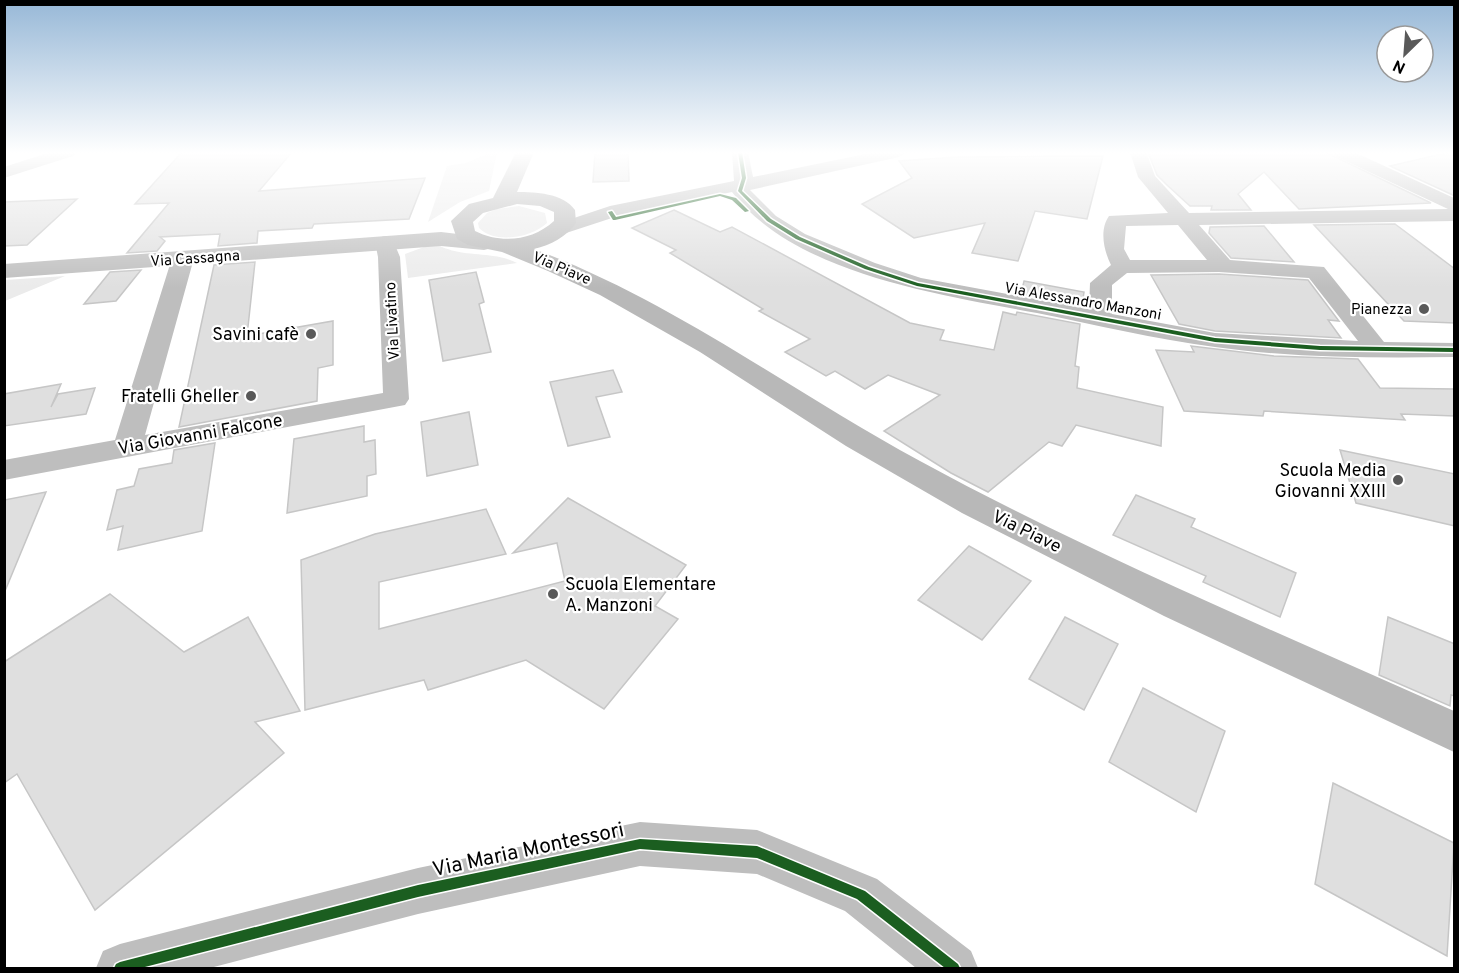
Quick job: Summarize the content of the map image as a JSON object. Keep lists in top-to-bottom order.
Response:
{
  "streets": {
    "main road": ["Via Piave"],
    "street": [
      "Via Cassagna",
      "Via Alessandro Manzoni",
      "Via Livatino",
      "Via Giovanni Falcone",
      "Via Maria Montessori"
    ]
  },
  "crossings": [
    ["Via Cassagna", "Via Piave"],
    ["Via Cassagna", "Via Livatino"],
    ["Via Livatino", "Via Giovanni Falcone"]
  ],
  "places": [
    "Pianezza",
    "Savini cafè",
    "Fratelli Gheller",
    "Scuola Media Giovanni XXIII",
    "Scuola Elementare A. Manzoni"
  ],
  "north": "bottom left"
}
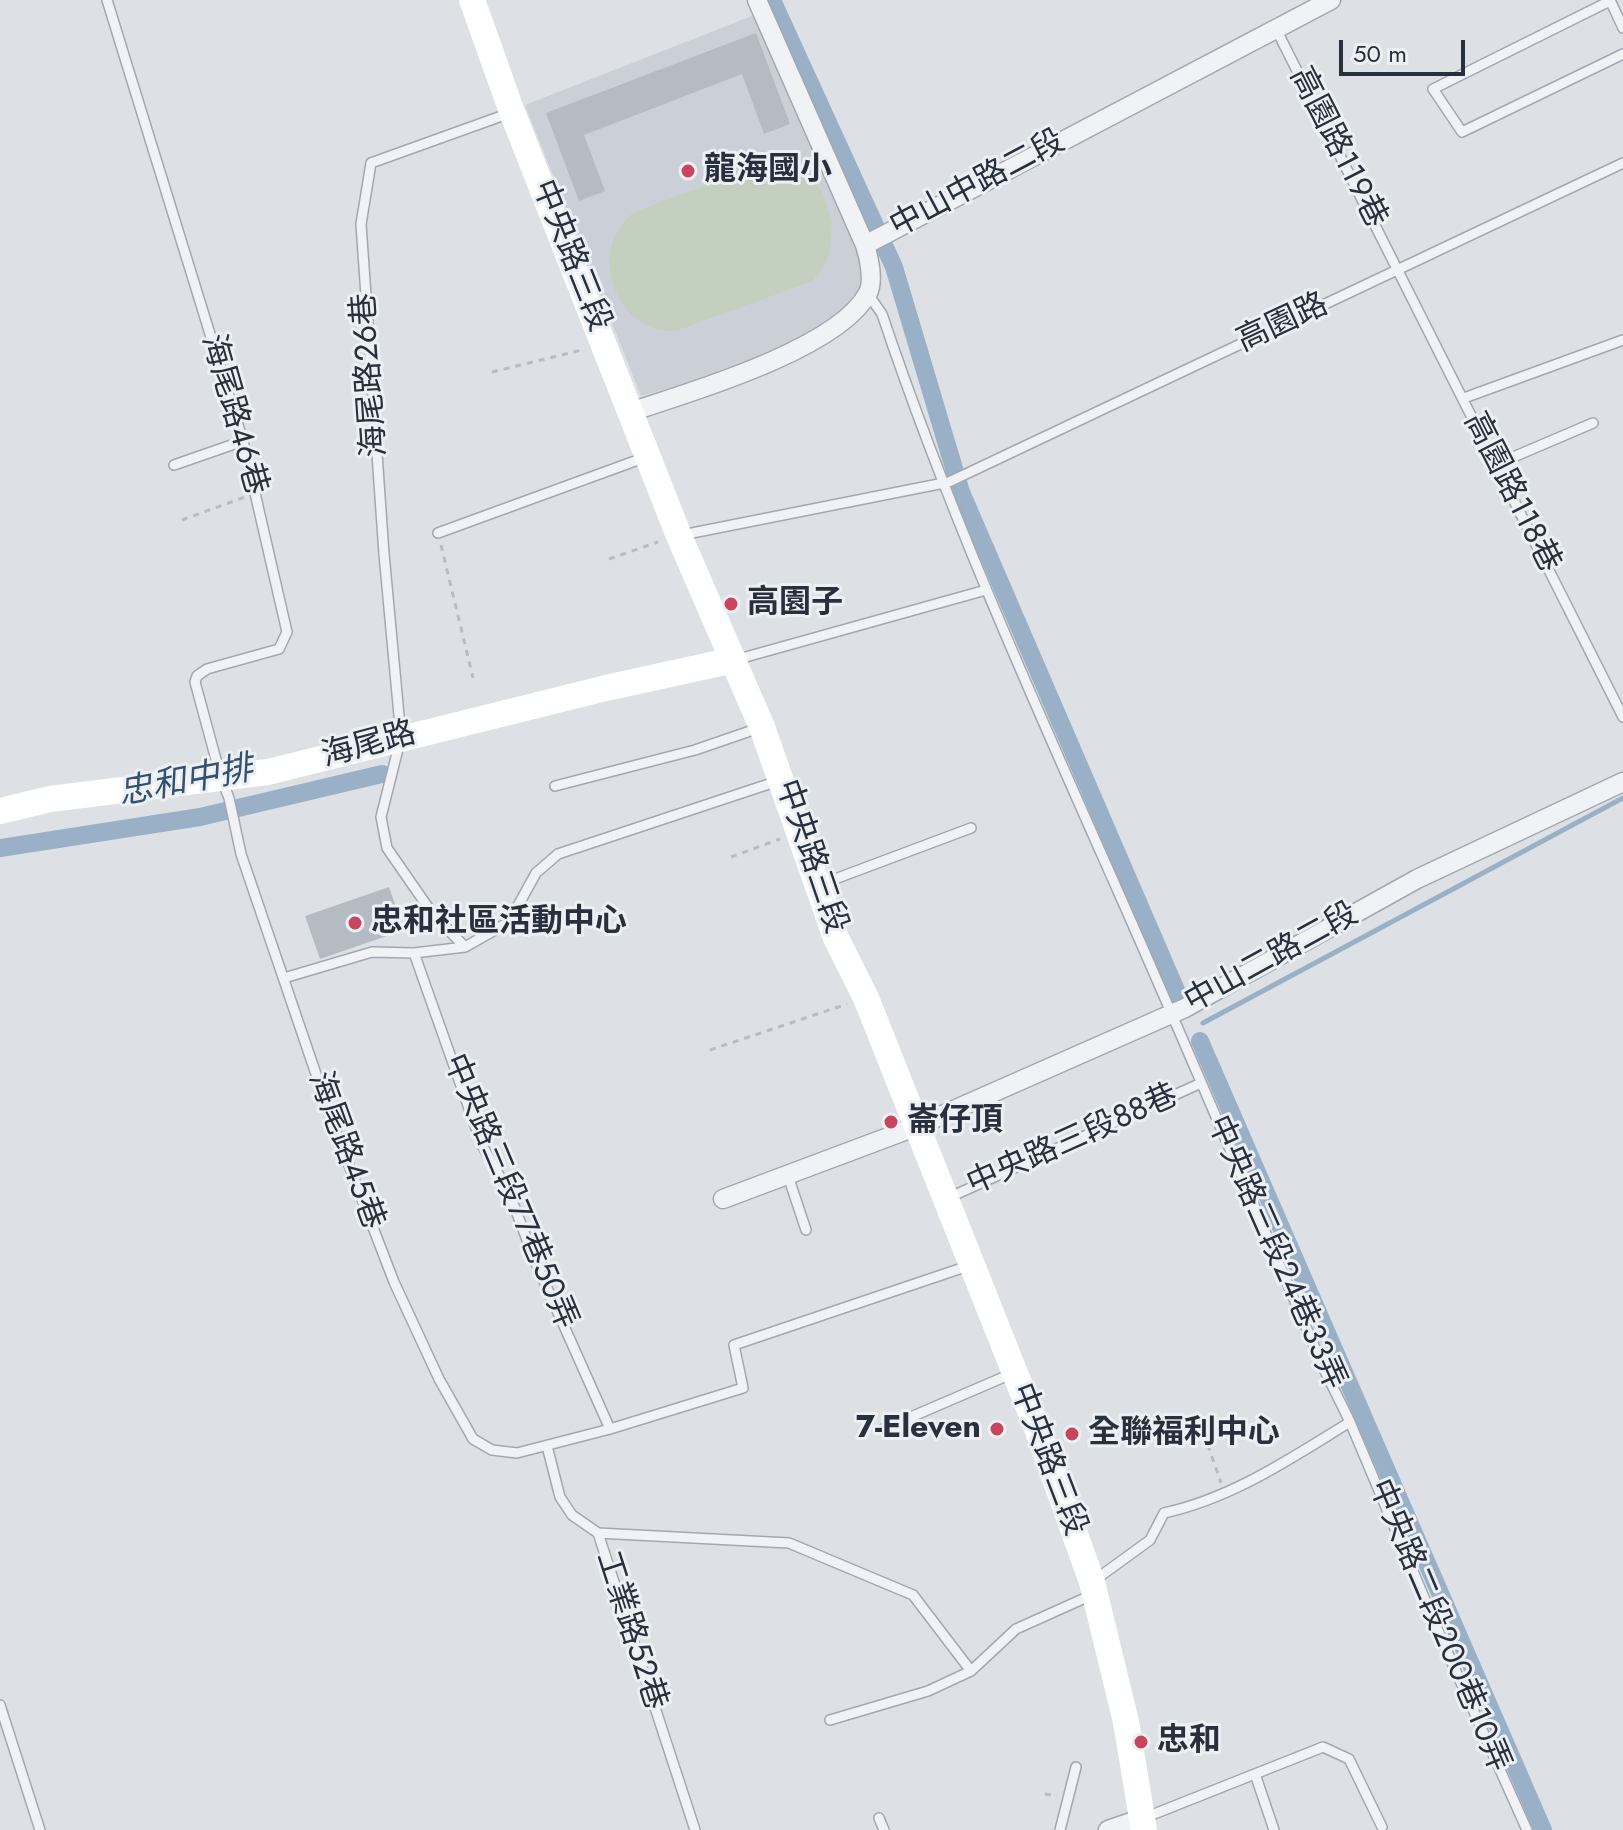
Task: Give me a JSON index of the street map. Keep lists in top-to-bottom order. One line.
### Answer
{"streets":{"street":["中山中路二段","中央路三段","海尾路","中山二路二段"],"lane":["高園路119巷","高園路","海尾路26巷","海尾路46巷","高園路118巷","中央路三段88巷","海尾路45巷","中央路三段77巷50弄","中央路三段24巷33弄","中央路二段200巷10弄","工業路52巷"]},"crossings":[["高園路119巷","中山中路二段"],["高園路119巷","高園路"],["高園路119巷","高園路118巷"],["中山中路二段","中央路三段24巷33弄"],["中央路三段","高園路"],["中央路三段","海尾路26巷"],["中央路三段","海尾路"],["中央路三段","中山二路二段"],["中央路三段","中央路三段88巷"],["中央路三段","海尾路45巷"],["高園路","高園路118巷"],["高園路","中央路三段24巷33弄"],["海尾路26巷","海尾路"],["海尾路46巷","海尾路"],["海尾路46巷","海尾路45巷"],["海尾路","海尾路45巷"],["中山二路二段","中央路三段24巷33弄"],["中央路三段88巷","中央路三段24巷33弄"],["海尾路45巷","中央路三段77巷50弄"],["海尾路45巷","工業路52巷"],["中央路三段24巷33弄","中央路二段200巷10弄"]],"water":["忠和中排"],"places":["龍海國小","高園子","忠和社區活動中心","崙仔頂","7-Eleven","全聯福利中心","忠和"],"scale_bar":"50 m"}
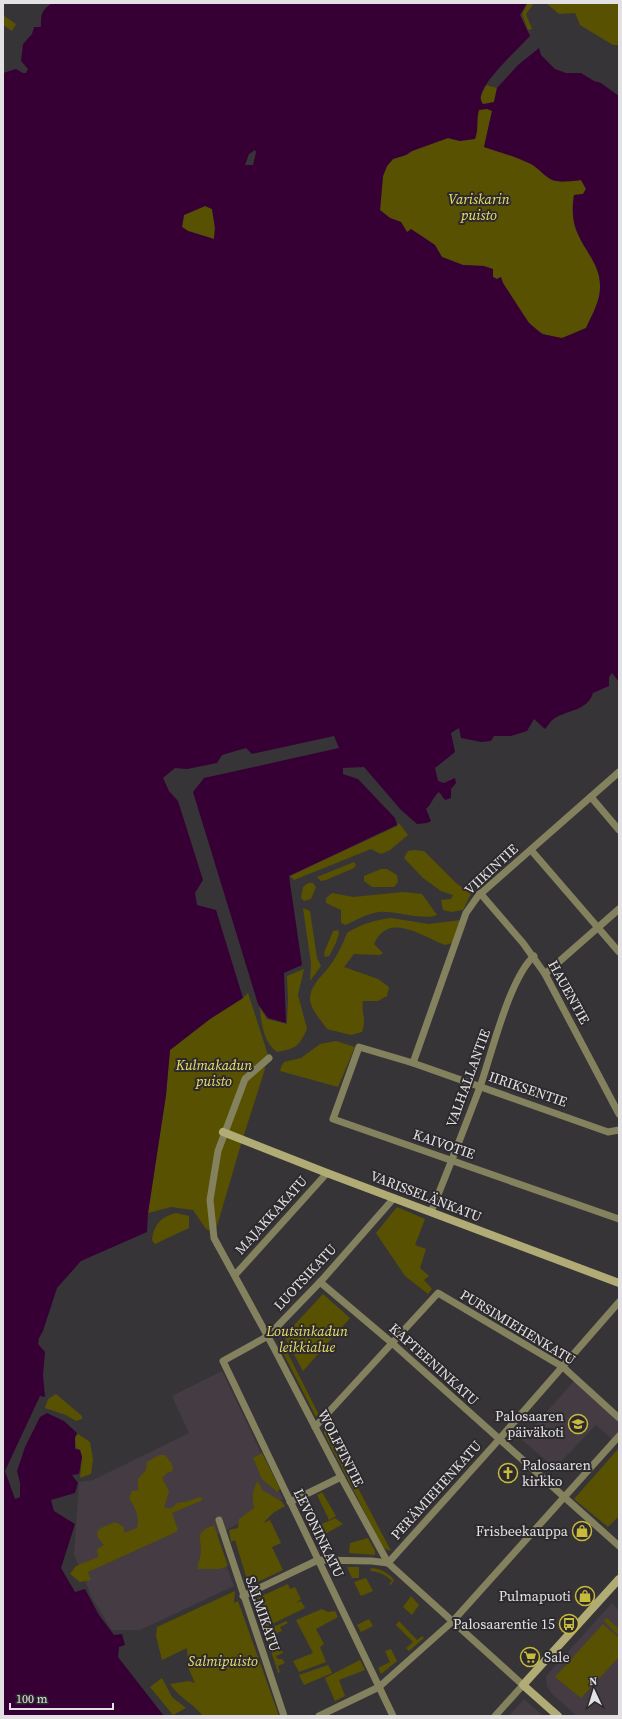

======

Produce a verbatim copy of all records, minus pictures.

→ **WRITTEN REPLY**:
Quick job: Summarize the content of the map image as a JSON object. Keep lists in top-to-bottom order.
Response:
{
  "streets": {
    "main road": ["Via Piave"],
    "street": [
      "Via Cassagna",
      "Via Alessandro Manzoni",
      "Via Livatino",
      "Via Giovanni Falcone",
      "Via Maria Montessori"
    ]
  },
  "crossings": [
    ["Via Cassagna", "Via Piave"],
    ["Via Cassagna", "Via Livatino"],
    ["Via Livatino", "Via Giovanni Falcone"]
  ],
  "places": [
    "Pianezza",
    "Savini cafè",
    "Fratelli Gheller",
    "Scuola Media Giovanni XXIII",
    "Scuola Elementare A. Manzoni"
  ],
  "north": "bottom left"
}
Task: Give me a JSON index of the street map. Keep lists in top-to-bottom order. One line.
### Answer
{"streets":{"street":["中山中路二段","中央路三段","海尾路","中山二路二段"],"lane":["高園路119巷","高園路","海尾路26巷","海尾路46巷","高園路118巷","中央路三段88巷","海尾路45巷","中央路三段77巷50弄","中央路三段24巷33弄","中央路二段200巷10弄","工業路52巷"]},"crossings":[["高園路119巷","中山中路二段"],["高園路119巷","高園路"],["高園路119巷","高園路118巷"],["中山中路二段","中央路三段24巷33弄"],["中央路三段","高園路"],["中央路三段","海尾路26巷"],["中央路三段","海尾路"],["中央路三段","中山二路二段"],["中央路三段","中央路三段88巷"],["中央路三段","海尾路45巷"],["高園路","高園路118巷"],["高園路","中央路三段24巷33弄"],["海尾路26巷","海尾路"],["海尾路46巷","海尾路"],["海尾路46巷","海尾路45巷"],["海尾路","海尾路45巷"],["中山二路二段","中央路三段24巷33弄"],["中央路三段88巷","中央路三段24巷33弄"],["海尾路45巷","中央路三段77巷50弄"],["海尾路45巷","工業路52巷"],["中央路三段24巷33弄","中央路二段200巷10弄"]],"water":["忠和中排"],"places":["龍海國小","高園子","忠和社區活動中心","崙仔頂","7-Eleven","全聯福利中心","忠和"],"scale_bar":"50 m"}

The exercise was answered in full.